_EXCERPTED DATA:_
__________

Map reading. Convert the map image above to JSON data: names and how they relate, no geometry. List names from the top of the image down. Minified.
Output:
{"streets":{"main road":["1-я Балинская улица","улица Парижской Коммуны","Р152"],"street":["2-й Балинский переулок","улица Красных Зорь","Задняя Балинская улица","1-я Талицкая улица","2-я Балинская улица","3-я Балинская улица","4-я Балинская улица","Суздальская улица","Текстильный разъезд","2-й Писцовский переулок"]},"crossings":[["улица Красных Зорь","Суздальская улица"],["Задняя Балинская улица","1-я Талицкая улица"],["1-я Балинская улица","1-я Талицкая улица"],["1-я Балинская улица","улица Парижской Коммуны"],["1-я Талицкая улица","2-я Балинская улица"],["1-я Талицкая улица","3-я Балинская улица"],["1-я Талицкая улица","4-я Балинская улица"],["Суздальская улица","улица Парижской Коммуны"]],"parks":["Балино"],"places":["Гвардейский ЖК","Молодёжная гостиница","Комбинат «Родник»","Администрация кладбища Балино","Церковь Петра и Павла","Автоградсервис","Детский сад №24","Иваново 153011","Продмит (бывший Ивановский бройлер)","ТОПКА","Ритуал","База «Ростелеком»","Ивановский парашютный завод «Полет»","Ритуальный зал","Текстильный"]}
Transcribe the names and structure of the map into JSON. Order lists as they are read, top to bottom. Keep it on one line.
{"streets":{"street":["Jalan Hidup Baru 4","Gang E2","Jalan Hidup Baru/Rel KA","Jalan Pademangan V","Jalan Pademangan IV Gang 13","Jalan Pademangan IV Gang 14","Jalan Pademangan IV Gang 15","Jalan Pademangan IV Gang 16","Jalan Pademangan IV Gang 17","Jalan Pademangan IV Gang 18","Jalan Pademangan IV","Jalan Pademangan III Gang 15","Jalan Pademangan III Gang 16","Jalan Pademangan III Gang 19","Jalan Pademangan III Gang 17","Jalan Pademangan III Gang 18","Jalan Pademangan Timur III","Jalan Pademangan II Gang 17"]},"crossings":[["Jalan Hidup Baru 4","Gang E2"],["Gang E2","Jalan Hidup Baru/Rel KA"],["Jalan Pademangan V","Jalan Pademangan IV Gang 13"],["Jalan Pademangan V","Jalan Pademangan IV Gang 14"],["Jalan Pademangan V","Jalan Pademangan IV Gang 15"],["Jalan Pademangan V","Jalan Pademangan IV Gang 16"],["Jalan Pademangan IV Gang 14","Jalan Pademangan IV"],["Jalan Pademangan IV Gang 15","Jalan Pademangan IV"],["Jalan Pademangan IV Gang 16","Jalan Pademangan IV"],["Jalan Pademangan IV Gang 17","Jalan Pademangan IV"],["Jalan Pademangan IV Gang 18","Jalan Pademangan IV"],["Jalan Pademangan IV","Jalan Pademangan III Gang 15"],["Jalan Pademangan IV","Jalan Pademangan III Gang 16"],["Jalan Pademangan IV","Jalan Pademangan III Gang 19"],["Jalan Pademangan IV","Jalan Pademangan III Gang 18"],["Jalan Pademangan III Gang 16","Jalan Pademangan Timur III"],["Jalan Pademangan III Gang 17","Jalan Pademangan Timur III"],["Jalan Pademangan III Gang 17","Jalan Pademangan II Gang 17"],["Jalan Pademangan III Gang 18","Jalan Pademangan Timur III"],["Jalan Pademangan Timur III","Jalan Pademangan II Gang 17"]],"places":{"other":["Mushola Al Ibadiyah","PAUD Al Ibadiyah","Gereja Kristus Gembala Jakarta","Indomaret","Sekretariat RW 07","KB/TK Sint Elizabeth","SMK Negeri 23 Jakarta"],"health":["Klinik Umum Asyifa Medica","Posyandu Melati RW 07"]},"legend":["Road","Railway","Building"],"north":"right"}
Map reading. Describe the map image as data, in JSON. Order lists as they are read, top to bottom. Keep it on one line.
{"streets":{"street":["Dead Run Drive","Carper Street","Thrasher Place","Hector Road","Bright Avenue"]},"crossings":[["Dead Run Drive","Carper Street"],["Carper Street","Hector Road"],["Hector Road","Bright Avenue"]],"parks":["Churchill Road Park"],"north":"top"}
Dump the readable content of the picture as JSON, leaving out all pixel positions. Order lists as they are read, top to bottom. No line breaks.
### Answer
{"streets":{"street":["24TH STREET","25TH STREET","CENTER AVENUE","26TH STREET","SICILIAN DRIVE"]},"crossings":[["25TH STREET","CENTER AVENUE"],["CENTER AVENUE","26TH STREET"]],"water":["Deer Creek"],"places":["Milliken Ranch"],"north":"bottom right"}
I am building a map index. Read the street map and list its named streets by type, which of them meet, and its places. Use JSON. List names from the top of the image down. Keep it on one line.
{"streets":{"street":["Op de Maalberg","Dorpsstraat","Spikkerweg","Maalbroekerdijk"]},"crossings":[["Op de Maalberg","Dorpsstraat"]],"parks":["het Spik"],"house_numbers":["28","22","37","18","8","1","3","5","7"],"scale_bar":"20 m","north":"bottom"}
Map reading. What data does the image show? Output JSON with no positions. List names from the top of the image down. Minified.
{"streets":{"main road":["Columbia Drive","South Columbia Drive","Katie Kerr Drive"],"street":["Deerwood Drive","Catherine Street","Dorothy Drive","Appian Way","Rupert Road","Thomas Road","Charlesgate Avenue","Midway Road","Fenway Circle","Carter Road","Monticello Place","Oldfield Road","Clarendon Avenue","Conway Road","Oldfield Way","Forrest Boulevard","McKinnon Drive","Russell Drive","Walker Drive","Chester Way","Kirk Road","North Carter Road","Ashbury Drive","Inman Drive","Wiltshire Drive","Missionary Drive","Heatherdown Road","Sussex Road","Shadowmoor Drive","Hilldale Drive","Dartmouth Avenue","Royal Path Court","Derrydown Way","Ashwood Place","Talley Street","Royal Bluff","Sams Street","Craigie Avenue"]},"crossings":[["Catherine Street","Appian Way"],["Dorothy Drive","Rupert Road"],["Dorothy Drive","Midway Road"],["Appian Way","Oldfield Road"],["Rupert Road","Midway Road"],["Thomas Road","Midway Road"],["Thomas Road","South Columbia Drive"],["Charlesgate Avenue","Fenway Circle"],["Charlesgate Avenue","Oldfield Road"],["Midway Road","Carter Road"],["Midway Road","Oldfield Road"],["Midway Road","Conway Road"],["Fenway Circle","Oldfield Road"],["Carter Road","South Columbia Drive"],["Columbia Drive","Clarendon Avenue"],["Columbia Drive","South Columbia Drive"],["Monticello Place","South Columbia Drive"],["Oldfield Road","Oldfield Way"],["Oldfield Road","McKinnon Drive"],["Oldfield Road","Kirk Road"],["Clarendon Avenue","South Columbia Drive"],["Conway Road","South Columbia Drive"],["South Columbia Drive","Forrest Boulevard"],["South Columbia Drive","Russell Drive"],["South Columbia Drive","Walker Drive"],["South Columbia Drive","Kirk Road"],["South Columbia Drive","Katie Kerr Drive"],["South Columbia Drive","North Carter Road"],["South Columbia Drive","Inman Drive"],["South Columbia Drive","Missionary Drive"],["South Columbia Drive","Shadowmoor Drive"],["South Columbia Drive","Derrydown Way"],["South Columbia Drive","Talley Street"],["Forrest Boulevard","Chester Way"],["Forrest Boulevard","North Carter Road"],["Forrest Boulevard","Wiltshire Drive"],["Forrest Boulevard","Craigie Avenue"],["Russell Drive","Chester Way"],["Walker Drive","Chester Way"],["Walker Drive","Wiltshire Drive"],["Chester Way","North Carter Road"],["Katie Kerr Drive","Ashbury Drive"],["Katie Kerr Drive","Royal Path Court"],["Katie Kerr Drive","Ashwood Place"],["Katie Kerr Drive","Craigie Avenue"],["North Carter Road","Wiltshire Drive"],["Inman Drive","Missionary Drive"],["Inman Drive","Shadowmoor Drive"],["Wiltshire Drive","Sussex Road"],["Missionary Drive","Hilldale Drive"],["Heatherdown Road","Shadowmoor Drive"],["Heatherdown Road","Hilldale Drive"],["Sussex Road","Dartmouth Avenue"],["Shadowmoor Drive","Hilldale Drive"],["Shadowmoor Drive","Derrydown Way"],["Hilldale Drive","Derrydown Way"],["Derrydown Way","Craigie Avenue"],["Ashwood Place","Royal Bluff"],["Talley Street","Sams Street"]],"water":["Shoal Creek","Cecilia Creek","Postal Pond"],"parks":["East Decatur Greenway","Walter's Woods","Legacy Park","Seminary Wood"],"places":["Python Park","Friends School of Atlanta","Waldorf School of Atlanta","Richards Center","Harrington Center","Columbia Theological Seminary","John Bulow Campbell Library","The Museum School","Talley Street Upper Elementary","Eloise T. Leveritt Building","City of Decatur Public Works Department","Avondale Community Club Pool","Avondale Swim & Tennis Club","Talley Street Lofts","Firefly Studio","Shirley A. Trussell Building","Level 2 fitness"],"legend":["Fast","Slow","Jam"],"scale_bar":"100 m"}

__________

_EXERCISE DESCRIPTION:_ Would you return all lines from the preceding listing that contain the word "Order"?

_RESULT OF THE TASK:_
Transcribe the names and structure of the map into JSON. Order lists as they are read, top to bottom. Keep it on one line.
Map reading. Describe the map image as data, in JSON. Order lists as they are read, top to bottom. Keep it on one line.
Dump the readable content of the picture as JSON, leaving out all pixel positions. Order lists as they are read, top to bottom. No line breaks.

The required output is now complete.